Hey there, sexy.  Where have you been all year?

Hey there, sexy. Where have you been all year?

Some folks go to Jazz Fest with the A&E section of the newspaper in hand, their favorite acts highlighted on the schedule, the entire day's music strategized hour by hour, with maybe a few minutes here and there to grab a quick bite and a couple of beers before it's off to see Rebirth, or Cowboy Mouth, or Alain Toussaint ...

I am not one of those folks. For me, and you'll hardly find this surprising, the food at Jazz Fest is the main attraction, although I adore the music as well. It doesn't hurt that it's literally my job to savor the flavors at the Fair Grounds. This year, I covered the carnivorous delights at the Fest, the many international offerings, and a behind-the-scenes story about Patton's Caterer's, who are responsible for the single most outstanding plate of food at the festival, year after year, a combination of their famous crawfish beignets with remoulade sauce, an oyster patty (a traditional Louisiana vol-au-vent pastry filled to brimming with glorious oyster dressing), and a crawfish sack.

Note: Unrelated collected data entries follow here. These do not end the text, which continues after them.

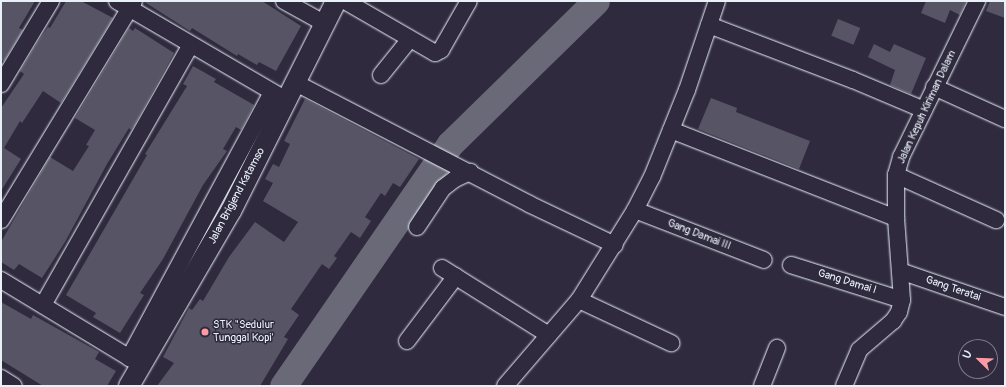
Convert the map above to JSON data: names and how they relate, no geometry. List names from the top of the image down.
{
  "streets": {
    "street": [
      "Jalan Kepuh Kiriman Dalam",
      "Jalan Brigjend Katamso",
      "Gang Damai III",
      "Gang Damai I",
      "Gang Teratai"
    ]
  },
  "crossings": [
    ["Jalan Kepuh Kiriman Dalam", "Gang Damai I"],
    ["Jalan Kepuh Kiriman Dalam", "Gang Teratai"]
  ],
  "places": ["STK \"Sedulur Tunggal Kopi'"],
  "north": "top left"
}
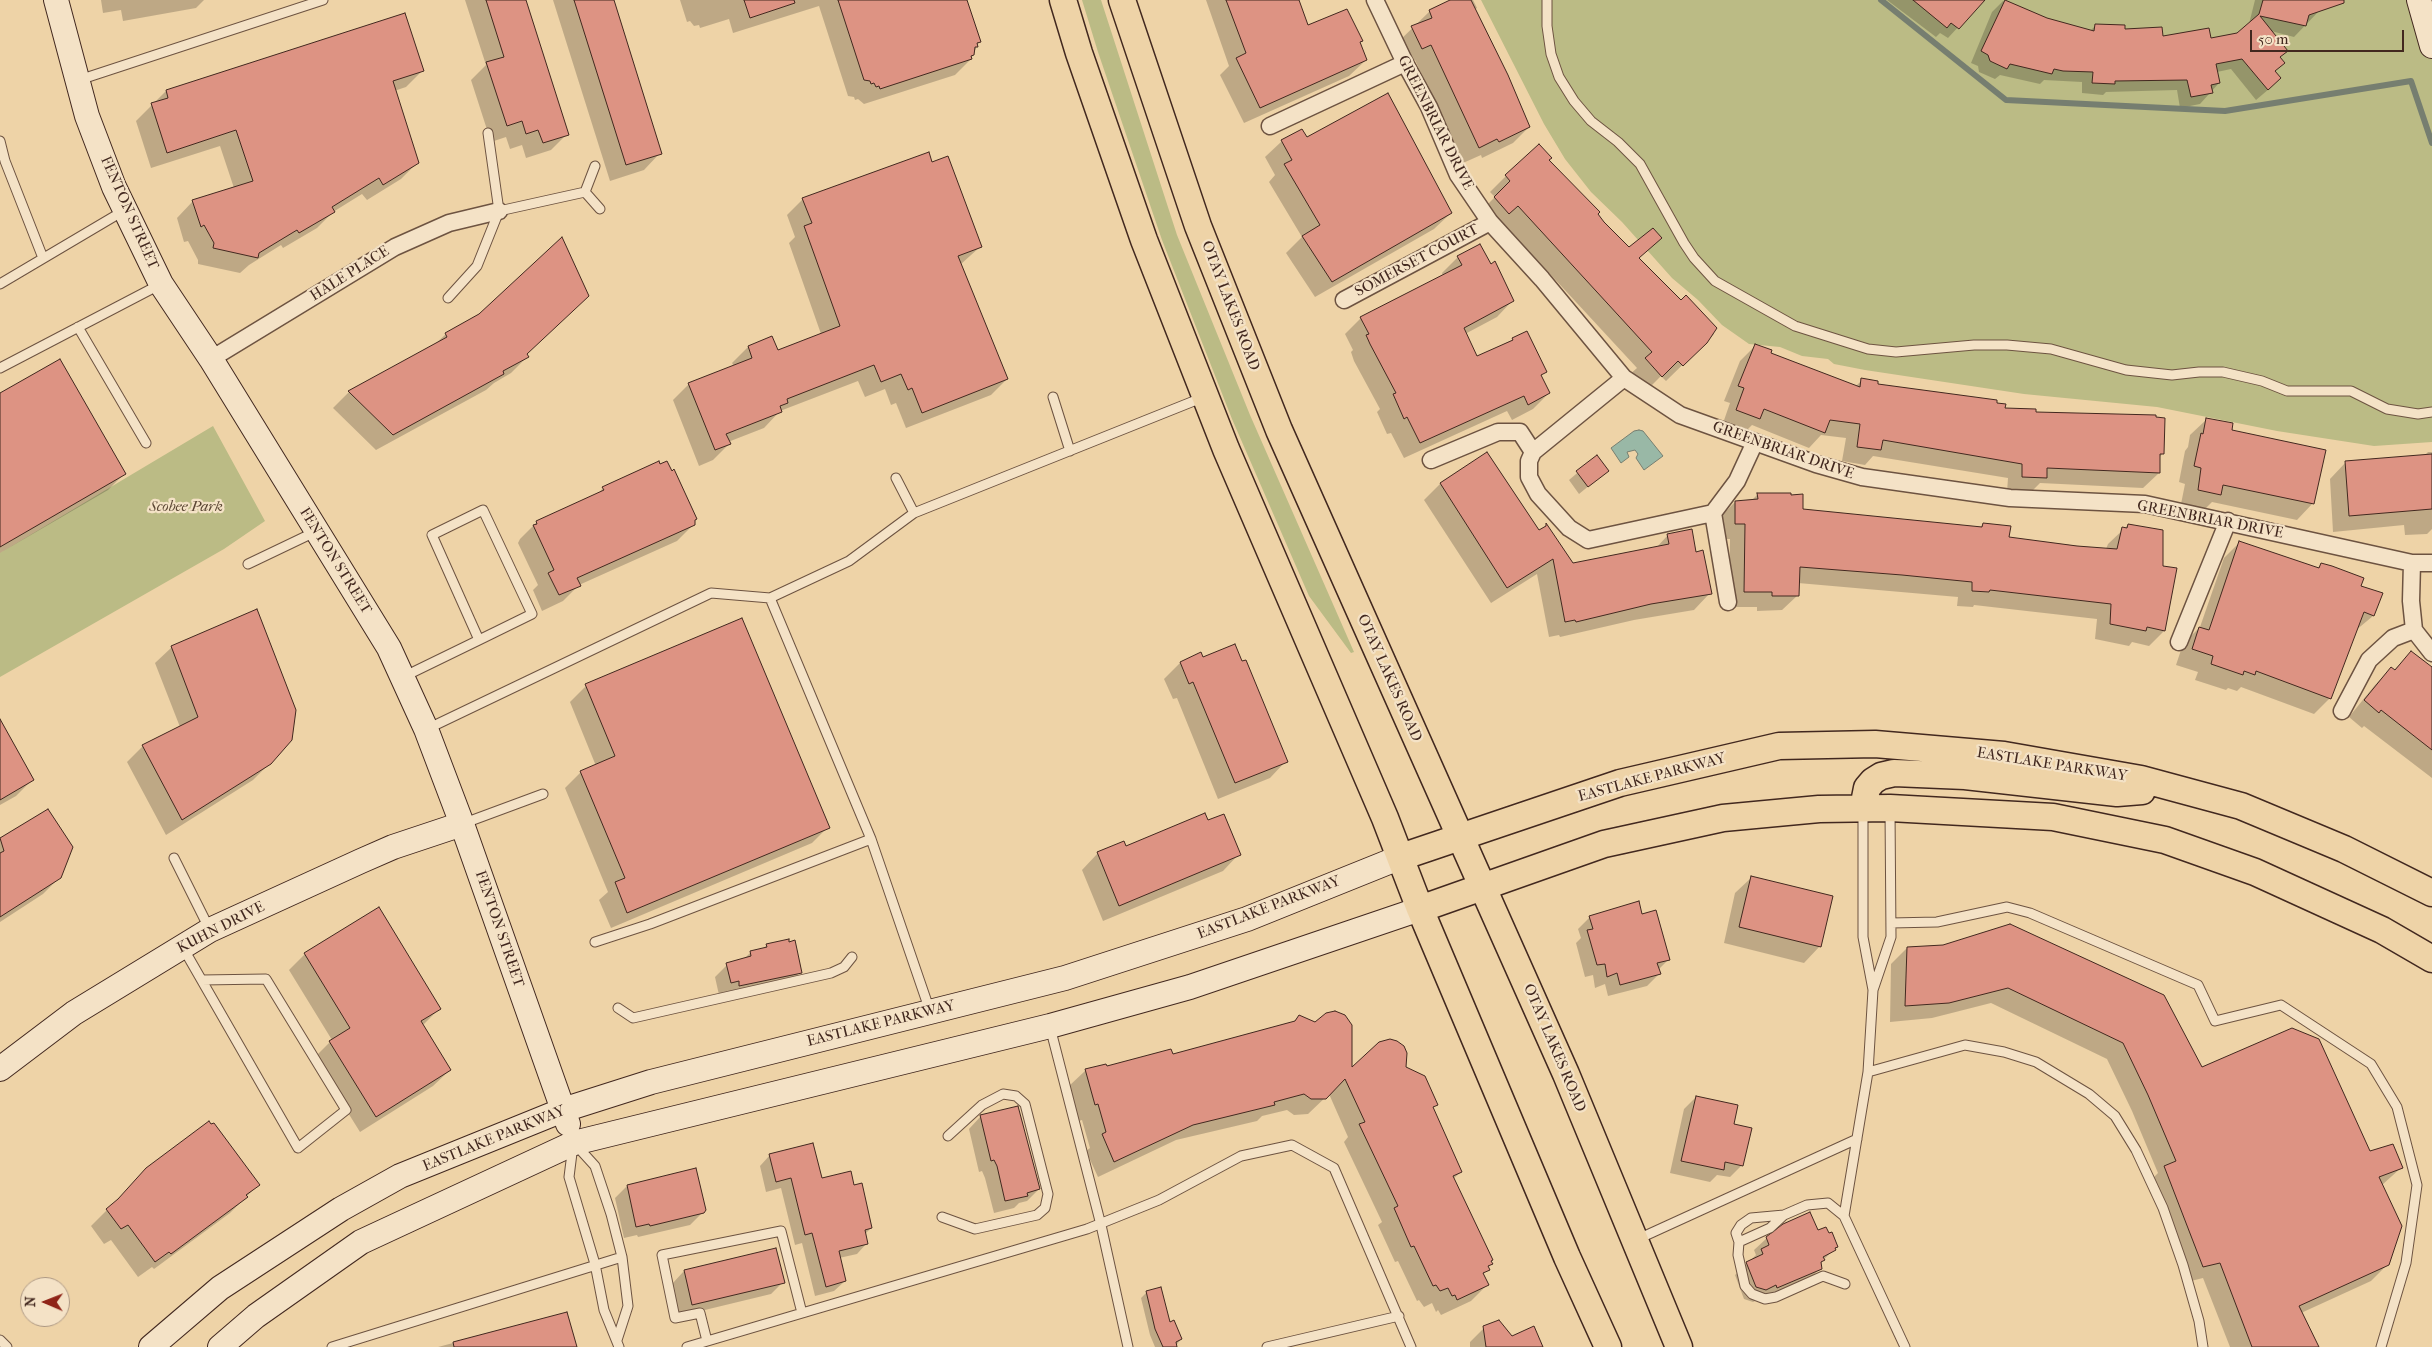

Oh, the crawfish sack. How do I love thee? Let me count the ways. It's difficult to describe how eagerly I anticipate that glorious fried crepe filled with magnificent crawfish stuffing and tied with a leek top, a beautiful little present, just for me.

Well, I know it's not just for me ... Patton's sells upwards of 25,000 of those wonderful little beggar's purses each year, the preparation of which requires a skilled team of professionals working in shifts with the kind of organization, skill and timing that would make a Swiss watchmaker blanch.

The only thing I can possibly see wrong with that Patton's combination plate is the fact that -- unless I'm attending a Patton's-catered wedding, bar mitzvah or other event -- I'm likely to only enjoy it once a year.  Well, maybe several times ... Jazz Fest lasts two weeks, after all.  And while that fact makes me sad, my sadness also gives way to gleeful eagerness, every spring, when I get to wait in line for that perfect trio of Louisiana treats.  At that moment, I could scarcely be happier.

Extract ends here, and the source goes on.